■ Your goal:
For the word "Task", find each line in the entries where it occurs and copy that line.

[Saved data entries]
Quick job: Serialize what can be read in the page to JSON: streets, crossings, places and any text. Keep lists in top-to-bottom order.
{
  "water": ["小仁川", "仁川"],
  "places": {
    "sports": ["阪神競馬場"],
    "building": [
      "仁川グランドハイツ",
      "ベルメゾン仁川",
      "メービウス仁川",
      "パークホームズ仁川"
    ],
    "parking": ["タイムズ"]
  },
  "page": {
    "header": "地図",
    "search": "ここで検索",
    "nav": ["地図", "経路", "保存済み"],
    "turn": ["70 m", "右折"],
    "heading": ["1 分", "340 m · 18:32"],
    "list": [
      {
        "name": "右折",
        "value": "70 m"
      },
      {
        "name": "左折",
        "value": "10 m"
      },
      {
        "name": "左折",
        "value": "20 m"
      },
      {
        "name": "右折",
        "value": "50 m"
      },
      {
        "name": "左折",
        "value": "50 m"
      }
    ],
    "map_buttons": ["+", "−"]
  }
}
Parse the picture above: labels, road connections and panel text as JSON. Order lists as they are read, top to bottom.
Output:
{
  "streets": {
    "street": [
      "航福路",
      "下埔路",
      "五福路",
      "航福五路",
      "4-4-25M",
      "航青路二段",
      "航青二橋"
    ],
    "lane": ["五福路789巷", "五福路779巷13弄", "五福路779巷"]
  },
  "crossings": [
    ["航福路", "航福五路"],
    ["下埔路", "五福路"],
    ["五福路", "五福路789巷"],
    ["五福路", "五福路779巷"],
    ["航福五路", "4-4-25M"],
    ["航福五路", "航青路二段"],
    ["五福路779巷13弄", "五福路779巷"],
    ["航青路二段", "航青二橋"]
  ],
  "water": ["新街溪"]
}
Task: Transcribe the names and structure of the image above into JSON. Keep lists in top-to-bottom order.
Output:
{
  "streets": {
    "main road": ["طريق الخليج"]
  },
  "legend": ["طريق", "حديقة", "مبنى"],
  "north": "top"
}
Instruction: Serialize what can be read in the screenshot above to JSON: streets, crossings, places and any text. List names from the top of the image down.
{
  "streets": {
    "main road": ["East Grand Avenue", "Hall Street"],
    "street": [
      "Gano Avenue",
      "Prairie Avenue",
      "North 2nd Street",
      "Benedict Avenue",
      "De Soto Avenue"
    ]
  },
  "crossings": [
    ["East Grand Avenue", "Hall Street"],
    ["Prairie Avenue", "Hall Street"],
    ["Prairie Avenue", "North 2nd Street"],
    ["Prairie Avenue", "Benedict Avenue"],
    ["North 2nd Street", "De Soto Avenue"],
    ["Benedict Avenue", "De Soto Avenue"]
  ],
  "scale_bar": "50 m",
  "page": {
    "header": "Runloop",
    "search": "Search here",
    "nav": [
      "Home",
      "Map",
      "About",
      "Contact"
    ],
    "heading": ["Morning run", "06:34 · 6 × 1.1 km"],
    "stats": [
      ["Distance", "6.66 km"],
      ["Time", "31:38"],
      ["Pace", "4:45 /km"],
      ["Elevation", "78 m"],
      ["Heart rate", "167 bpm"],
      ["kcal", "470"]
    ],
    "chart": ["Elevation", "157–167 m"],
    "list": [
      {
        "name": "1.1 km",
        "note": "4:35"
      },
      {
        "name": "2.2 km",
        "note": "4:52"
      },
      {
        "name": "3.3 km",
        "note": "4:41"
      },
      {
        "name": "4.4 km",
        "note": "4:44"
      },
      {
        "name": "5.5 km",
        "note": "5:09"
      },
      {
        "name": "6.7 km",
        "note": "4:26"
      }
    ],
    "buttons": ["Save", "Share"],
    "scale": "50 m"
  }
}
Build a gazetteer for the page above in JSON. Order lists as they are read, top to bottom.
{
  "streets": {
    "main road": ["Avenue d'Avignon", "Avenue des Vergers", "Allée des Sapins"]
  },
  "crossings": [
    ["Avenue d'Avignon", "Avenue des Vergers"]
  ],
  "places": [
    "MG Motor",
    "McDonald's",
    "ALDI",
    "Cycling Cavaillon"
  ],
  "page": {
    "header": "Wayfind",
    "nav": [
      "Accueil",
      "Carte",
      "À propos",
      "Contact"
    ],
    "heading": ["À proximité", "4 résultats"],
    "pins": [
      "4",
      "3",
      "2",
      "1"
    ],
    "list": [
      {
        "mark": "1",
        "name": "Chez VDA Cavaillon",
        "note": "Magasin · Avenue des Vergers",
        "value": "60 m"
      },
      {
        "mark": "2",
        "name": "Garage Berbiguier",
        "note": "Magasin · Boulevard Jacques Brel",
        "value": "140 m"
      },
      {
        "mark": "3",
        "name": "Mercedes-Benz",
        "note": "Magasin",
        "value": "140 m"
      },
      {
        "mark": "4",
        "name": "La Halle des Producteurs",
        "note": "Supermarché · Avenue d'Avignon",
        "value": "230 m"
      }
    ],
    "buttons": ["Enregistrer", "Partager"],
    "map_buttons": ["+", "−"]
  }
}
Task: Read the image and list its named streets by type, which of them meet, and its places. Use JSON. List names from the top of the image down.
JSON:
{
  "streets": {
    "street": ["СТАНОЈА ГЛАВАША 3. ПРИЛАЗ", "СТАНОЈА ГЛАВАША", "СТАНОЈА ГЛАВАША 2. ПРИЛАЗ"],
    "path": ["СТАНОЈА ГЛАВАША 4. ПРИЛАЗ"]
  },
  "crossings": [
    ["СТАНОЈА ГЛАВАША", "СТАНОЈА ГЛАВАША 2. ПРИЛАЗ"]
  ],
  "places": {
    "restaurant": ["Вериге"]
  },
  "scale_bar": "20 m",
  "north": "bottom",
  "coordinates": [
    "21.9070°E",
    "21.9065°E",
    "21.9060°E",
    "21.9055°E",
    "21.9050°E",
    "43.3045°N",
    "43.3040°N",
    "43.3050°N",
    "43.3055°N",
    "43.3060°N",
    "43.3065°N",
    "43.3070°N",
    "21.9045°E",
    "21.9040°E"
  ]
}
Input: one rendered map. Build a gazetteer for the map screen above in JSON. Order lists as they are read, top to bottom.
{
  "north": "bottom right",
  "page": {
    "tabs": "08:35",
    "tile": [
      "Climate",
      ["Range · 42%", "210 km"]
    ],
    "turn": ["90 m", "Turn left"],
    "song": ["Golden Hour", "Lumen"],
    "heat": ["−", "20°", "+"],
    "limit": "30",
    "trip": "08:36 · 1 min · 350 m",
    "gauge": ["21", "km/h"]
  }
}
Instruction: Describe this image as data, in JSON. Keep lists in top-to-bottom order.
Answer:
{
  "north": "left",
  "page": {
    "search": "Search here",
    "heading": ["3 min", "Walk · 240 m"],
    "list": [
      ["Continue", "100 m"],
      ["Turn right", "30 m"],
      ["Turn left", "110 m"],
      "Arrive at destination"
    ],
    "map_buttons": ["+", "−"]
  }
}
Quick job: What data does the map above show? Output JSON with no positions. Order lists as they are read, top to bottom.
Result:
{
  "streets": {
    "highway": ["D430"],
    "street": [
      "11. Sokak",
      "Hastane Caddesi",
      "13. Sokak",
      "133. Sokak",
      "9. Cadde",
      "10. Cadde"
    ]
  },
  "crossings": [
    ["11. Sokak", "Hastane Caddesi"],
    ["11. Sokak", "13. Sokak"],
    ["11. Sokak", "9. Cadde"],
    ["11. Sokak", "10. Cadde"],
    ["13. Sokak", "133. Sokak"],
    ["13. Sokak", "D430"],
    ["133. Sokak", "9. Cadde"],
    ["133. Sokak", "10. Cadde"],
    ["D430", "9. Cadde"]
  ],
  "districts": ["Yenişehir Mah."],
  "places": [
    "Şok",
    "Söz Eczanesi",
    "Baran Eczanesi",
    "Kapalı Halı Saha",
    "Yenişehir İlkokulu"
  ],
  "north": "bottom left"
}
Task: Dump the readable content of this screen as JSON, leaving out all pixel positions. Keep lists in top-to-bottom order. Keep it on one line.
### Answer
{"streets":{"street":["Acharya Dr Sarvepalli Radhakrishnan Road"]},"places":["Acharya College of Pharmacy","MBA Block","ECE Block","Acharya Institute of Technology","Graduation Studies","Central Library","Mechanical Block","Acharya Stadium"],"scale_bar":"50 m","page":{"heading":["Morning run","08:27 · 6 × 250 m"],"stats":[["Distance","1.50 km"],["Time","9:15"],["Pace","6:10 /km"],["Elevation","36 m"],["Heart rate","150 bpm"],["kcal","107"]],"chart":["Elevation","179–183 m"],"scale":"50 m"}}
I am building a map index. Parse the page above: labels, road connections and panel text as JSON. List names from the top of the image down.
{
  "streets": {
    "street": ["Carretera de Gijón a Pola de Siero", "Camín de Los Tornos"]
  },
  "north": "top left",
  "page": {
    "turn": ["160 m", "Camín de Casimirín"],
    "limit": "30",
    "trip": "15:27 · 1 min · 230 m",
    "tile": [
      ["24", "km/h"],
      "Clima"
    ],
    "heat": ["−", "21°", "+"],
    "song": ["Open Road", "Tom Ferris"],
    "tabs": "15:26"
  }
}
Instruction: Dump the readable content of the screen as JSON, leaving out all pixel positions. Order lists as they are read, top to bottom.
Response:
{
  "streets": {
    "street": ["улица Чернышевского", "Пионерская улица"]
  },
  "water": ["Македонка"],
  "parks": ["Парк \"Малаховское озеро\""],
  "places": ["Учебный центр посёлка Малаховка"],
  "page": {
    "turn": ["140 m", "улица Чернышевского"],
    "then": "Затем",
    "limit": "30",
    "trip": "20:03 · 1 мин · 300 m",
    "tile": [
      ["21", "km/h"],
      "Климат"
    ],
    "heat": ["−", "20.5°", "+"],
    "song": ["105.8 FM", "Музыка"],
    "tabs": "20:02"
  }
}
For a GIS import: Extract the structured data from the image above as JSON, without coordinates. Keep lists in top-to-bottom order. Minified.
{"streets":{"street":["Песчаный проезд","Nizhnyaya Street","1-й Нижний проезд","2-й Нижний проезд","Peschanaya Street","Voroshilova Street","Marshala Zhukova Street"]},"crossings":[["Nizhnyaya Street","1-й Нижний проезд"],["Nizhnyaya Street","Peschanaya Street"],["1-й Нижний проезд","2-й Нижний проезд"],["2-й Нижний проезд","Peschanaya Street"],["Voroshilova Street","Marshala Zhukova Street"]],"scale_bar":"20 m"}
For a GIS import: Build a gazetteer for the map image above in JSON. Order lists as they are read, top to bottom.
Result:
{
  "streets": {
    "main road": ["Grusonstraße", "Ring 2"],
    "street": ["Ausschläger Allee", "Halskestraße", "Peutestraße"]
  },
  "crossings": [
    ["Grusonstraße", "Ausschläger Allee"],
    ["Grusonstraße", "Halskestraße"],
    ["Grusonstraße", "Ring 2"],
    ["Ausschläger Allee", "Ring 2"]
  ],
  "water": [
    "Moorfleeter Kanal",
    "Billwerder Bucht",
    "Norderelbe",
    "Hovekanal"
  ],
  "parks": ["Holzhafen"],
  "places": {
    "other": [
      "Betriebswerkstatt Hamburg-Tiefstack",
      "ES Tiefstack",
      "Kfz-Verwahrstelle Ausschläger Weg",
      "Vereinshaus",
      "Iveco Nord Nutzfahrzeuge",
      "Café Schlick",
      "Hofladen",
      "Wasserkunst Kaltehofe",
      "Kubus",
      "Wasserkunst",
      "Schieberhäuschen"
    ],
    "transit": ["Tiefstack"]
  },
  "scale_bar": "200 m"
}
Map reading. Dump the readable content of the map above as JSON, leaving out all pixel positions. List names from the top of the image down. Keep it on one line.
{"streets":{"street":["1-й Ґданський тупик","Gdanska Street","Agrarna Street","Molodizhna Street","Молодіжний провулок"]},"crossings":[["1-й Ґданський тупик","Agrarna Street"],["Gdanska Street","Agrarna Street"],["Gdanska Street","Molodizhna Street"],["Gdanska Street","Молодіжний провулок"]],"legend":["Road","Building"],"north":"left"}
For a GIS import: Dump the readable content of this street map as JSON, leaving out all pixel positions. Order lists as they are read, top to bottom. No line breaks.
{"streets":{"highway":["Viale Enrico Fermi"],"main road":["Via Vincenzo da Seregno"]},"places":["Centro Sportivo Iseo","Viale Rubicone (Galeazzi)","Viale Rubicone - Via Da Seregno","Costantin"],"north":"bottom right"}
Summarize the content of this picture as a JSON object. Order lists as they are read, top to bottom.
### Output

■ Exercise output:
Task: Transcribe the names and structure of the image above into JSON. Keep lists in top-to-bottom order.
Task: Read the image and list its named streets by type, which of them meet, and its places. Use JSON. List names from the top of the image down.
Task: Dump the readable content of this screen as JSON, leaving out all pixel positions. Keep lists in top-to-bottom order. Keep it on one line.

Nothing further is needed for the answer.